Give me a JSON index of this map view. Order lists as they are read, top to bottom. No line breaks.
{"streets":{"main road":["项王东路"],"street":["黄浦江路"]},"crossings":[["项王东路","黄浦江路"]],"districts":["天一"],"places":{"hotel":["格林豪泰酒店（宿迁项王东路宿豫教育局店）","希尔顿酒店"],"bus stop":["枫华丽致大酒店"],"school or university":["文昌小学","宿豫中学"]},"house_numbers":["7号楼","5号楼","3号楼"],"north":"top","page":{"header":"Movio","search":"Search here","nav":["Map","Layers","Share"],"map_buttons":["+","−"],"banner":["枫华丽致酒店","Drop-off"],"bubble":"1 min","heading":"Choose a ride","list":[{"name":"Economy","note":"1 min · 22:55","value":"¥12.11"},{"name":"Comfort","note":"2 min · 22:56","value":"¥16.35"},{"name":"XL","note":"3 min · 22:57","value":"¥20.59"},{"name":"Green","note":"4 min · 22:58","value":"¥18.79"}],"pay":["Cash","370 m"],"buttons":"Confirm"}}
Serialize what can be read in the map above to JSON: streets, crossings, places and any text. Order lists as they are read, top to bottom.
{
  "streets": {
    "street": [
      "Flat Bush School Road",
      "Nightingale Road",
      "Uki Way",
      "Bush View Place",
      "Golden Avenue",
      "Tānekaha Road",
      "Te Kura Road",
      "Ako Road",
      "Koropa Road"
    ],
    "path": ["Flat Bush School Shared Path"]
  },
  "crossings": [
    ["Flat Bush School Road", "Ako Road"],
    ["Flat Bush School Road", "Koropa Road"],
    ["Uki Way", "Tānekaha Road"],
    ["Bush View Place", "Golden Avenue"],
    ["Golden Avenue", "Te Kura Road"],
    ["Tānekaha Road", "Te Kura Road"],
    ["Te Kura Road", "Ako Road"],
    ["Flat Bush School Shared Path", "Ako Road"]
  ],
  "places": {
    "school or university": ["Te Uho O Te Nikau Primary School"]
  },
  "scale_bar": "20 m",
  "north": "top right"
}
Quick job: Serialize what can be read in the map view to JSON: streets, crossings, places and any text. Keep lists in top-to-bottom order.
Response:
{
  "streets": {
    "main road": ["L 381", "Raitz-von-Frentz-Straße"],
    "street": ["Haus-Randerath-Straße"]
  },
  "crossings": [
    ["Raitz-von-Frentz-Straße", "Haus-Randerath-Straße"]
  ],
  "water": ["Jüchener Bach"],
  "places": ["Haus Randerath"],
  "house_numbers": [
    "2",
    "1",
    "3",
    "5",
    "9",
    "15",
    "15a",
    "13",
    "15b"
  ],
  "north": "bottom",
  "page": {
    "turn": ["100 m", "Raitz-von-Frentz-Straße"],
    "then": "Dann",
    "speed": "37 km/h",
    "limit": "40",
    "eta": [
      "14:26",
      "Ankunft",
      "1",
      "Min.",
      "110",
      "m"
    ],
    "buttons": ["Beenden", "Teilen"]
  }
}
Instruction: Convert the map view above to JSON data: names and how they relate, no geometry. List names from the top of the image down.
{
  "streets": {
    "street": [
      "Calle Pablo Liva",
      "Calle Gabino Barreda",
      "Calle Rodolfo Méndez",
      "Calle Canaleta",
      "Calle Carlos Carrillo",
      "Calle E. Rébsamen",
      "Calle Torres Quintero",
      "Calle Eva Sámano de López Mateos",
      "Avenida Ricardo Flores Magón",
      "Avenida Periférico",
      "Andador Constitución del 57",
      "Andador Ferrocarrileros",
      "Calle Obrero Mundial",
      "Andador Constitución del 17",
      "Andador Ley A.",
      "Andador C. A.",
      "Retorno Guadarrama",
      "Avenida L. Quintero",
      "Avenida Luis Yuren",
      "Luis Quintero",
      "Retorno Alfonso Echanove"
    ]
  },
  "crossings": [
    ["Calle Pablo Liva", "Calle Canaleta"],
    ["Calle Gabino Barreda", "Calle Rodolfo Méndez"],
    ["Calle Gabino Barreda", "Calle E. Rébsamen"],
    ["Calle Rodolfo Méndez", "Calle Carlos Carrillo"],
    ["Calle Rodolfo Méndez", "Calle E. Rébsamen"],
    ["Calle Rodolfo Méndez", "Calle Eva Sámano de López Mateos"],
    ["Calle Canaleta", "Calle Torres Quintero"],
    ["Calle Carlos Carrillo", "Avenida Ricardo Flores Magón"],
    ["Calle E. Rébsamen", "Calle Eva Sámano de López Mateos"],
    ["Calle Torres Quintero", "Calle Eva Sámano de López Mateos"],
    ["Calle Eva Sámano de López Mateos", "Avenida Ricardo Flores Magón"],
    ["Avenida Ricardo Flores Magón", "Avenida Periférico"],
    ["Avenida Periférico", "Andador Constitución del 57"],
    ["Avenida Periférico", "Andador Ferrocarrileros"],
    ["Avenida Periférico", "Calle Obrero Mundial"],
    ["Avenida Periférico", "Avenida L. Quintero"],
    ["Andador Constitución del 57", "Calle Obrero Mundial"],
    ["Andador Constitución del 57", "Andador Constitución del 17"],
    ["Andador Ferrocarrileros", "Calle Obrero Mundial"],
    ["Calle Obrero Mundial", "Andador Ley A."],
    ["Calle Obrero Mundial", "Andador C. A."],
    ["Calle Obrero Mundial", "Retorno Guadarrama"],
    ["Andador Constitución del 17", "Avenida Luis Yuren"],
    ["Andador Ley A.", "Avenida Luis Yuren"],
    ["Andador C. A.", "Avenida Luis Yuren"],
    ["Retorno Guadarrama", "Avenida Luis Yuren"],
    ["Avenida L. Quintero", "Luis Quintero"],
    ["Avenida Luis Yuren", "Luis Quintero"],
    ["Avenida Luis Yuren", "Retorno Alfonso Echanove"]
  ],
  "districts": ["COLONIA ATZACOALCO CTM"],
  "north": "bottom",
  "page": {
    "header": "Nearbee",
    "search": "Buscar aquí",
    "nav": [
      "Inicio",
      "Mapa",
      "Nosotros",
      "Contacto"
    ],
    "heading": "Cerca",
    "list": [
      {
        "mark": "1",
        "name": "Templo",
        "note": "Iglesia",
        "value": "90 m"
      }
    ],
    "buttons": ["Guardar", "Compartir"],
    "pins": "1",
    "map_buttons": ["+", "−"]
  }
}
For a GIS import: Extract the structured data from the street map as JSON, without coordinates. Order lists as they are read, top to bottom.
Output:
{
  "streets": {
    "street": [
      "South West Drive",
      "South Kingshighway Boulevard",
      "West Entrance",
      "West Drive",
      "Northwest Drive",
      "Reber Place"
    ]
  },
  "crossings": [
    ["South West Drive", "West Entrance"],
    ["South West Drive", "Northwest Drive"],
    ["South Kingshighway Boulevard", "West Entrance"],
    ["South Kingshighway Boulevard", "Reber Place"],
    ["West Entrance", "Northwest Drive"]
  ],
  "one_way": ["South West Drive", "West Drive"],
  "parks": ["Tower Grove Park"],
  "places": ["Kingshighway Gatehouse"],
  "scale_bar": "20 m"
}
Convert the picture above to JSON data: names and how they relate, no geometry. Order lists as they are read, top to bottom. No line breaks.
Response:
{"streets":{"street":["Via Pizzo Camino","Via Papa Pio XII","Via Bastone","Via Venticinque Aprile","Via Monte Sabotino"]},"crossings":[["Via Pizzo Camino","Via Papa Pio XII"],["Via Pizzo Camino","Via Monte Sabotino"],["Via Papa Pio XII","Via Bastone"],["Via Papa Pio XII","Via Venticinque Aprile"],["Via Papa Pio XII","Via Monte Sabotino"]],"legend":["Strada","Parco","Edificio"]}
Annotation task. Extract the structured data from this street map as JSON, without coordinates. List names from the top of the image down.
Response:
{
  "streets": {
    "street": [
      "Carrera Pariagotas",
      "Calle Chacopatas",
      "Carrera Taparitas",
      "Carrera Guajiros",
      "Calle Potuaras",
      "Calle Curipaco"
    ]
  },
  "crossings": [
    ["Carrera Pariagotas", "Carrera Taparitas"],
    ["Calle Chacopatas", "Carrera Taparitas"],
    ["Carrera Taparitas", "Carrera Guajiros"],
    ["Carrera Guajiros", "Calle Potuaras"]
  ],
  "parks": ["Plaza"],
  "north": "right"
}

**Task requirements**
Would you please copy every line in the data that contains the word "Straße"?

**Worked solution**
    "main road": ["L 381", "Raitz-von-Frentz-Straße"],
    "street": ["Haus-Randerath-Straße"]
    ["Raitz-von-Frentz-Straße", "Haus-Randerath-Straße"]
    "turn": ["100 m", "Raitz-von-Frentz-Straße"],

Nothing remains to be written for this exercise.